On 28 March 2017 the Australian Bankers’ Association (ABA) released its response to Mr Phil Khoury’s independent review of the Code of Banking Practice (Code) issued on 20 February 2017 (Khoury Report). The Code applies to personal and small business bank customers and sets out the banking industry’s key commitments and obligations to customers on standards of practice, disclosure and principles of conduct for their banking services. Our update on the Khoury Report is available here.
On 28 April the ABA also responded to the Australian Small Business and Family Enterprise Ombudsman’s report which was issued on 6 February 2017 (Carnell Report).

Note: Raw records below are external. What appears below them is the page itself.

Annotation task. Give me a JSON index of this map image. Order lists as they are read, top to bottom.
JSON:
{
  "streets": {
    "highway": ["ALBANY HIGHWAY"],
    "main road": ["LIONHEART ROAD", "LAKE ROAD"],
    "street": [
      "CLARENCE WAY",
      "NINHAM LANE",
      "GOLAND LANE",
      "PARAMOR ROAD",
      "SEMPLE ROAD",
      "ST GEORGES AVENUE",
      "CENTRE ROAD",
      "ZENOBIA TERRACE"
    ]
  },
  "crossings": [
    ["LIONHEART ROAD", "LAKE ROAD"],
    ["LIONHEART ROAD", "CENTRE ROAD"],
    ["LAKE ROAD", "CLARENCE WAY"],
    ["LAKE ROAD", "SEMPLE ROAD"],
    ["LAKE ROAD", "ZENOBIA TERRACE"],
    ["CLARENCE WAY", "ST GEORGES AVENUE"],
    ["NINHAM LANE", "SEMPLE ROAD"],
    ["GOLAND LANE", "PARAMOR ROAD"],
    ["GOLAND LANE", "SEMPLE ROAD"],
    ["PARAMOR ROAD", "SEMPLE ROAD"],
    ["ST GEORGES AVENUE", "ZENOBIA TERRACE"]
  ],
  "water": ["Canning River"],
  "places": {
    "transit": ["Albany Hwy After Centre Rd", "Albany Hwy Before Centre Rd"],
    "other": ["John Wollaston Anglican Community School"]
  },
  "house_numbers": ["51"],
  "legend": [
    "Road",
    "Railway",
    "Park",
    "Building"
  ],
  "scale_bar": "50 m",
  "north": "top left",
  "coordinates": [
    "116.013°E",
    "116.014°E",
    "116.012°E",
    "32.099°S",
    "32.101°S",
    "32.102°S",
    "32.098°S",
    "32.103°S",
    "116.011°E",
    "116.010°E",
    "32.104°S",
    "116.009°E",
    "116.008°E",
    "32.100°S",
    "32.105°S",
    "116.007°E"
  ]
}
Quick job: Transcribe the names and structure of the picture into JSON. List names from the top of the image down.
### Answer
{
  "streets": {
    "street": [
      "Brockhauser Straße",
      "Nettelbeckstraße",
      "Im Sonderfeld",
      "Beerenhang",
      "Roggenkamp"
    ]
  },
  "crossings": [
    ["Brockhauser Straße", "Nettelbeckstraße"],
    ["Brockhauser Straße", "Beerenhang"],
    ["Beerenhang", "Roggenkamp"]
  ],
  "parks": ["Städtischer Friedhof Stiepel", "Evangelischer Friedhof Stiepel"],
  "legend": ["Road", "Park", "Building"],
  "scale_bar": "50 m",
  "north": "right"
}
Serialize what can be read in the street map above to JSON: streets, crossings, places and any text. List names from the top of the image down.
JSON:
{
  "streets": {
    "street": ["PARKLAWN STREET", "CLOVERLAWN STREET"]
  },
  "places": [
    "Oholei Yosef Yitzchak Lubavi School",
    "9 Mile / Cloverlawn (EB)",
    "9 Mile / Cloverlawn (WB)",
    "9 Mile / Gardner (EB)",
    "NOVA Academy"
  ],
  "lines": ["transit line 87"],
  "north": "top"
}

The Carnell Report was produced by the Australian Small Business and Family Enterprise Ombudsman (ASBFEO) following her investigation into the adequacy of the law and practices governing financial lending to small businesses. Our update on the Carnell Report is available here.
The ABA has not accepted several key recommendations made by the ASBFEO, setting the scene for a showdown between the two bodies. With banks under fire in the recent Federal Budget and faced with the announcement of a new Australian Financial Complaints Authority which will have broader jurisdiction and wider powers than FOS, we will report on further developments as they arise.
Response to Khoury Report
Overall, the Khoury Report recommended a complete redraft of the Code with a ‘modern structure’ using key principles, in plain language with fewer carve-outs and exceptions, with supporting detail in separate Industry Guidelines. Many of the report’s recommendations were similar to recommendations made in the Carnell Report. The 240 page report made a total of 99 recommendations. Approximately 20 of these recommendations related to small business lending which, if adopted, would result in significant reform of small business banking practices.

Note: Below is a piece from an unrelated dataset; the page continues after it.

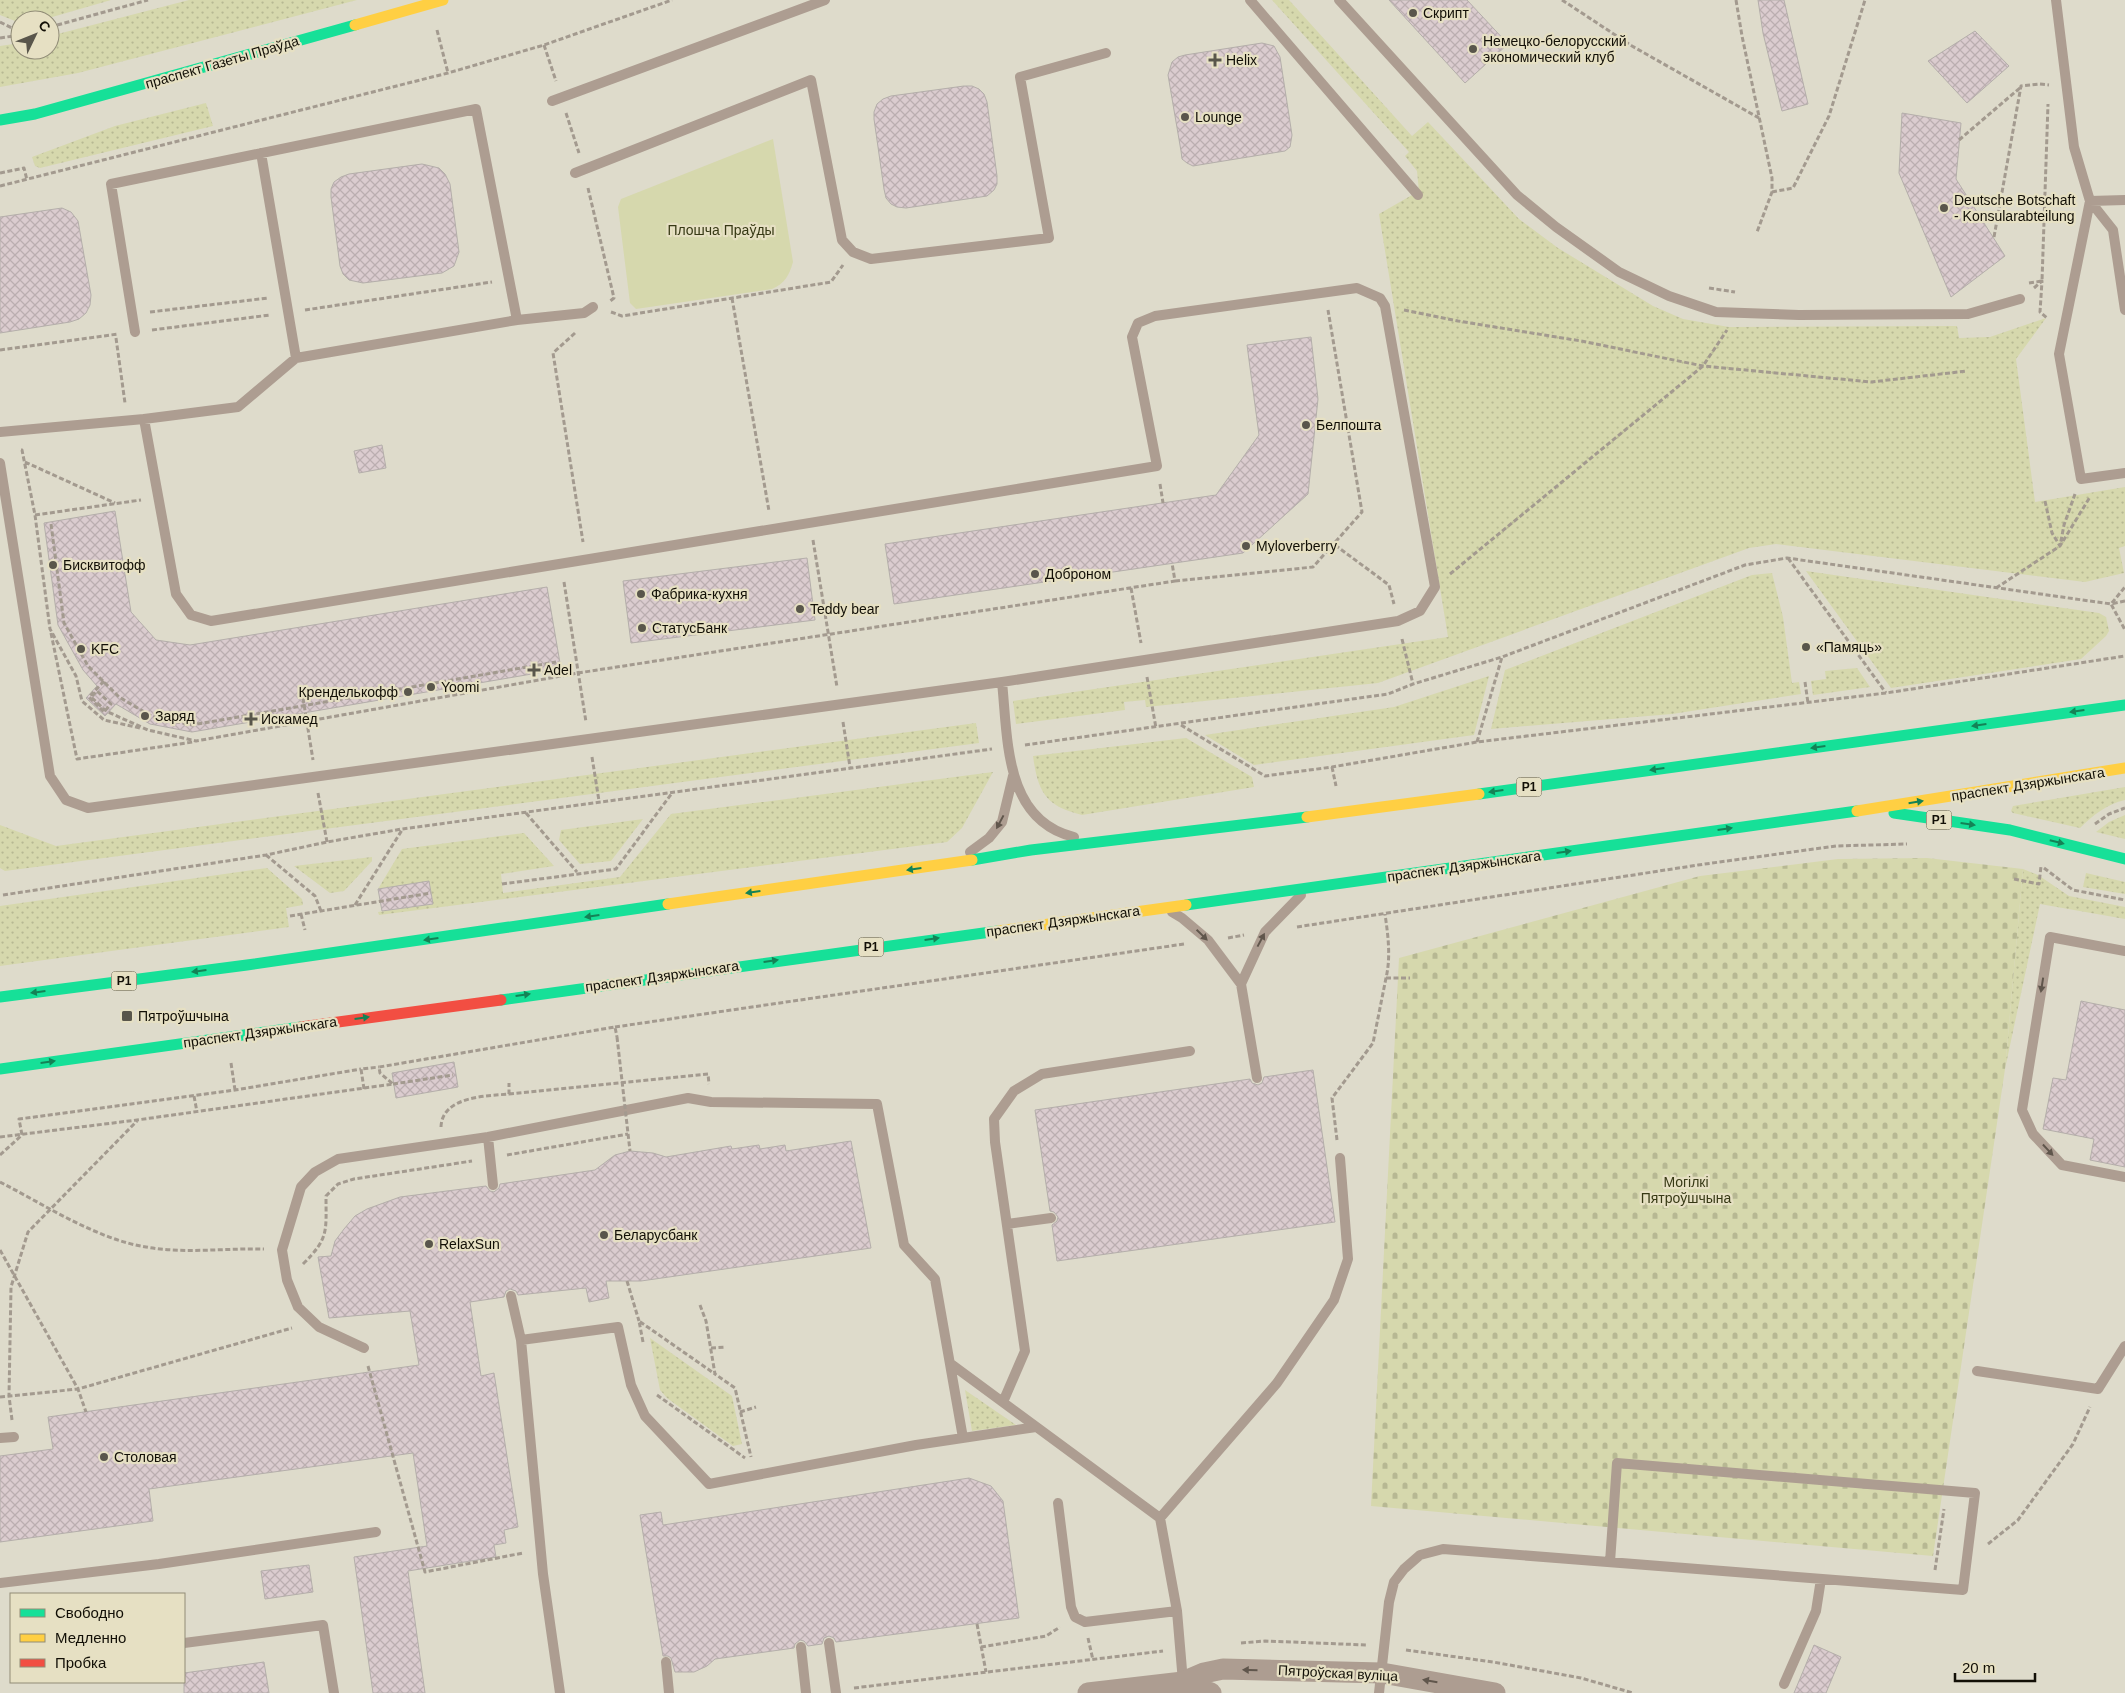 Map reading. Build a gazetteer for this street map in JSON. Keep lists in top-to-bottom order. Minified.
{"streets":{"main road":["праспект Газеты Праўда","праспект Дзяржынскага","Р1"],"street":["Пятроўская вуліца"]},"crossings":[["праспект Дзяржынскага","Р1"]],"one_way":["Пятроўская вуліца"],"parks":["Плошча Праўды","Могілкі Пятроўшчына"],"places":{"other":["Скрипт","Немецко-белорусский экономический клуб","Lounge","Deutsche Botschaft - Konsularabteilung","Белпошта","Myloverberry","Бисквитофф","Доброном","Фабрика-кухня","Teddy bear","СтатусБанк","«Памяць»","KFC","Yoomi","Кренделькофф","Заряд","Беларусбанк","RelaxSun","Столовая"],"health":["Helix","Adel","Искамед"],"transit":["Пятроўшчына"]},"legend":["Свободно","Медленно","Пробка"],"scale_bar":"20 m","north":"top right"}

Of the 99 recommendations recommended by the Khoury Report, the ABA supports 61 in their entirety. There are 19 recommendations that it supports in principle, 10 that it supports in part, and in respect of the remaining nine it either needs more time to consider the recommendation or disagrees with it entirely.

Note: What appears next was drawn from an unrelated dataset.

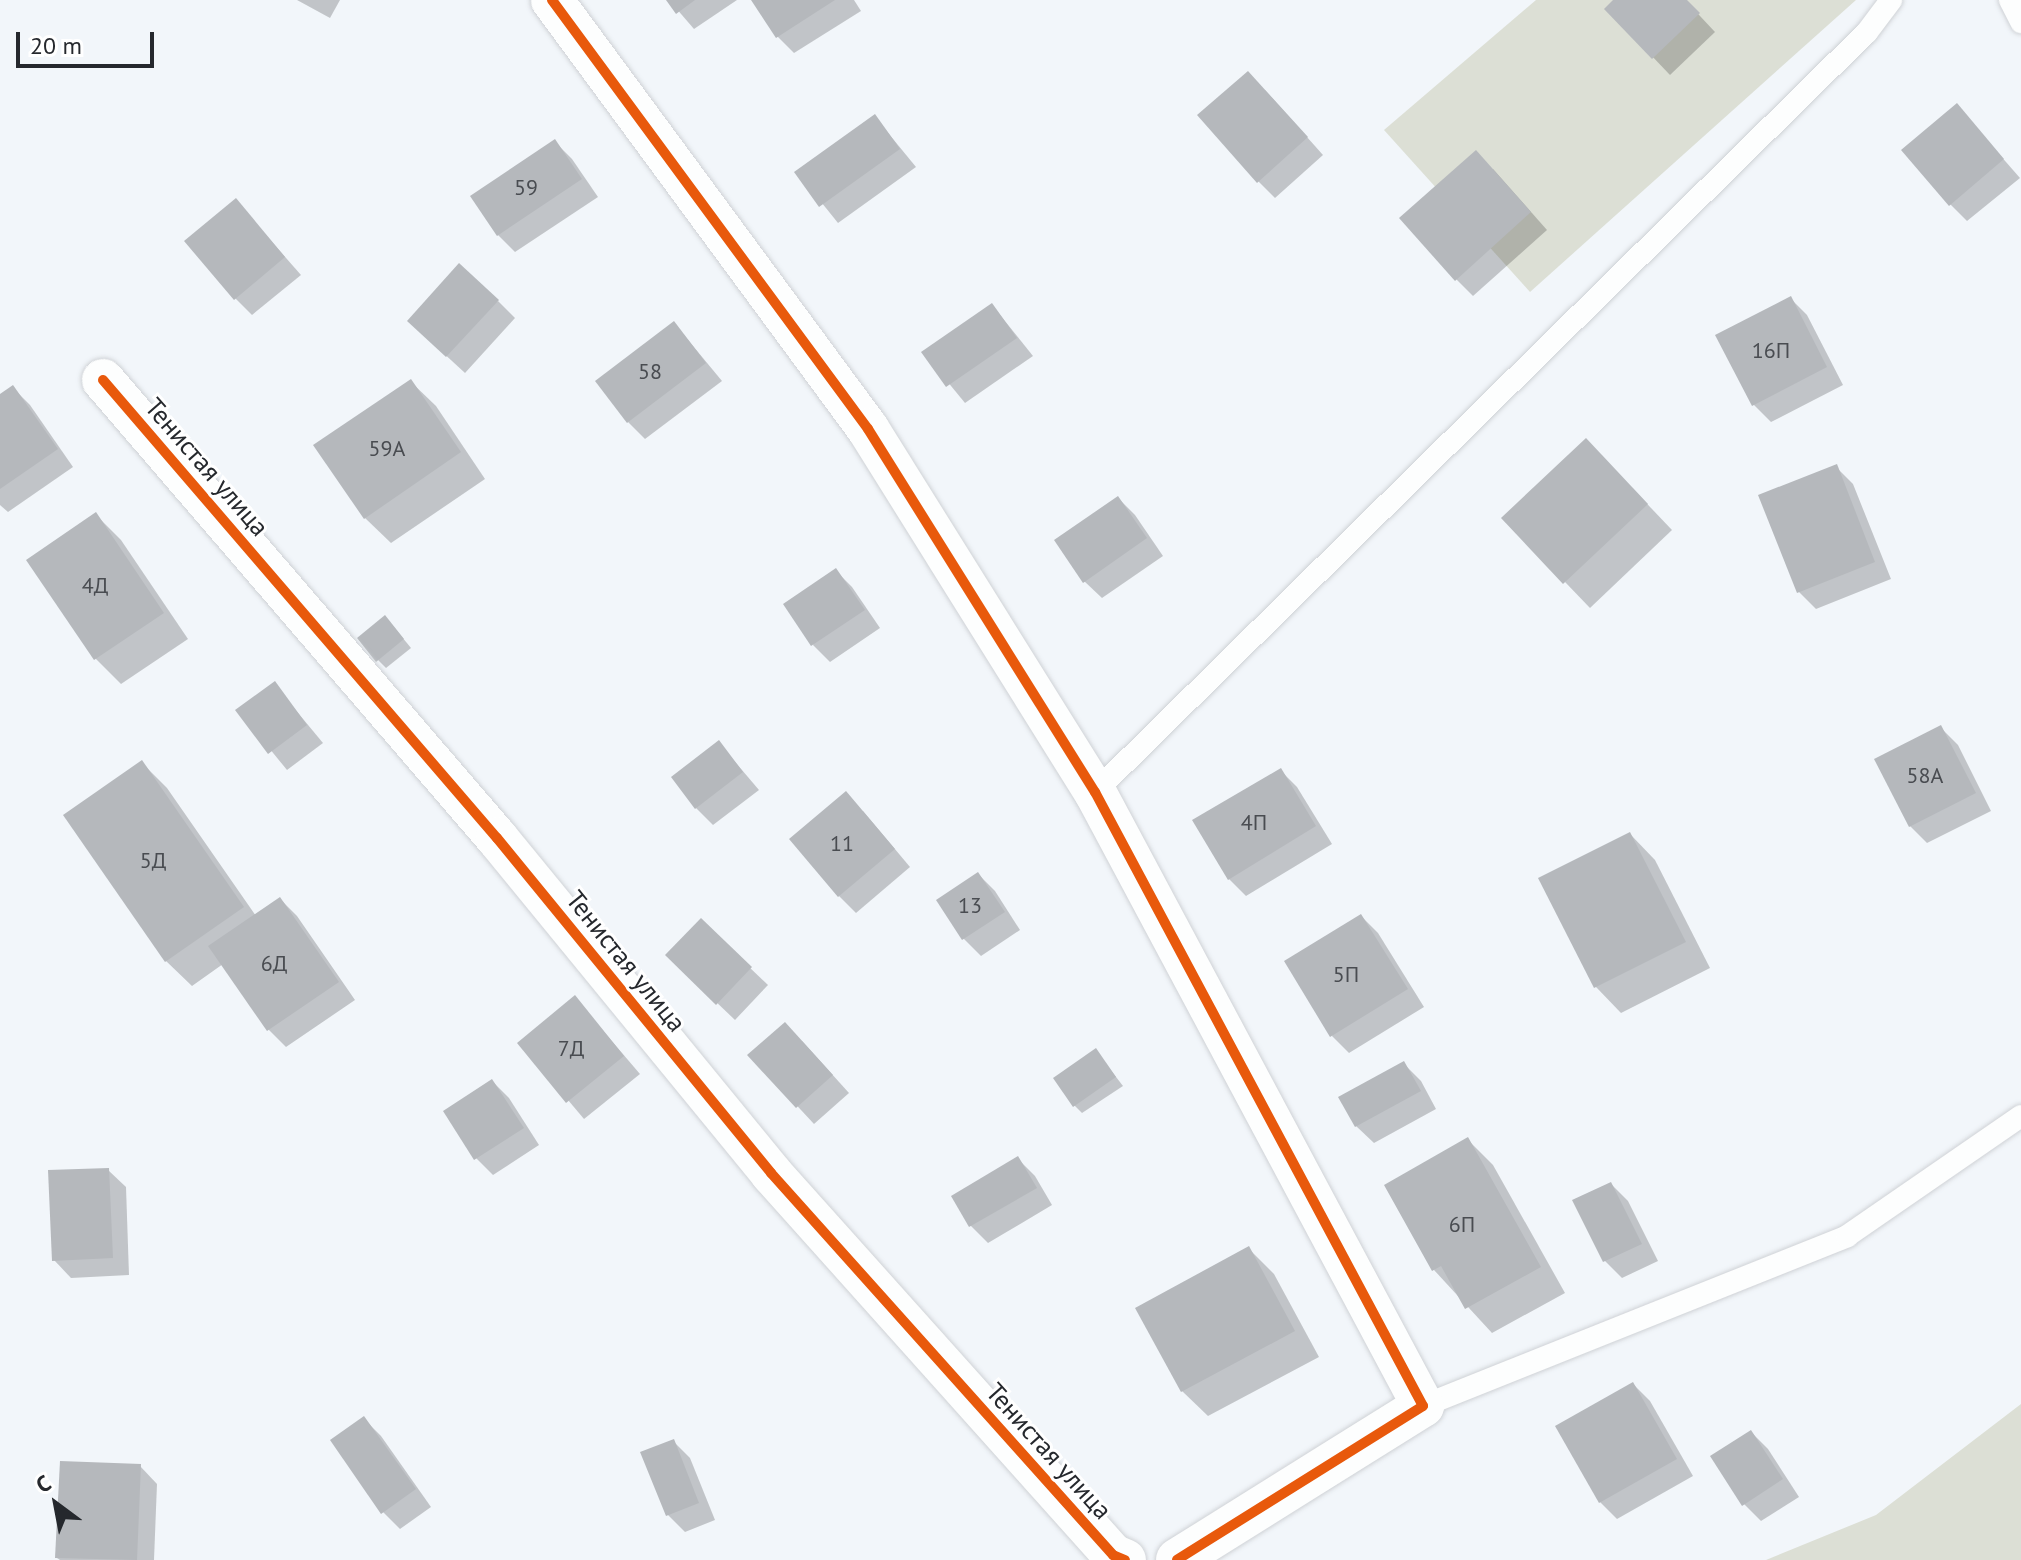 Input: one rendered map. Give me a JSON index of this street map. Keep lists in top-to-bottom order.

In our previous update on the Khoury Report, we outlined five key recommendations impacting small business lending. The ABA’s response to those five recommendations is:
|Recommendation||Khoury Report||ABA response|
|1. Broadening the definition of ‘small business’ (recommendation 5)||Recommended that the definition of ‘small business’ be expanded to include any business with fewer than 100 employees and where the business has a credit limit of less than $5 million per credit facility.||The ABA disagrees with the definition of ‘small business’. It proposes that the definition of small business instead includes businesses where any one of the following apply:
|2. Further disclosure of terms and conditions (recommendation 7)||Recommended better disclosure of terms and conditions by way of a summary statement (perhaps in table form).||The ABA supports the recommendation in principle and notes members will use ‘best endeavours’ to produce a one page summary of terms and conditions.|
|3. Notice period before enforcement proceedings (recommendation 11)||Recommended that 30 days’ notice to be given to the borrower before beginning enforcement proceedings, unless urgent action is necessary to recover the debt or to avoid a loss in value of the security.||The ABA supports this recommendation in full, save that this applies to a smaller pool of small business customers as per the definition of ‘small business’ set out at point 1 above|
|4. Perceived conflicts of interest between investigating accountants and receivers (recommendation 12)||Recommended that lenders have ‘arrangements’ in place to address potential conflicts of interest between investigating accountants and receivers.||The ABA supports this recommendation in full and commits to developing best practice guidelines on banks’ appointments of investigative accountants, receivers, administrators and liquidators for small businesses. These will include adequate arrangements to reduce perceived conflicts of interest.|
|5. ASIC approval of the Code (recommendation 99)||Recommended that the ABA seek ASIC approval of the Code under the Corporations Act 2001 (Cth). This is controversial as previously the Code was voluntary and overseen by the Code Compliance Monitoring Committee. This change will increase the regulatory oversight of lenders.||The ABA supports this recommendation in full. The ABA confirms that the industry will be working with ASIC on having the new Code approved under section 1101A of the Corporations Act 2001 (Cth) and Regulatory Guide 183.|
An independent consultant will be appointed to work with the ABA to redraft the Code and the ABA is hopeful that it will be in a position to publish a new Code by the end of 2017. The ABA has committed to publishing quarterly progress updates on the redraft and implementation of the Code.
Given that each bank that subscribes to the new Code will need to adopt the changes made to the Code, the ABA anticipates a transition period of 12 months will be required. However, this estimate will be revisited once the new Code is implemented.
It remains to be seen whether the ASBFEO will up the ante regarding the differing definition of ‘small business’. Will ASBFEO’s recommendation that the Code apply to any business loan under $5m gain traction? Watch this space.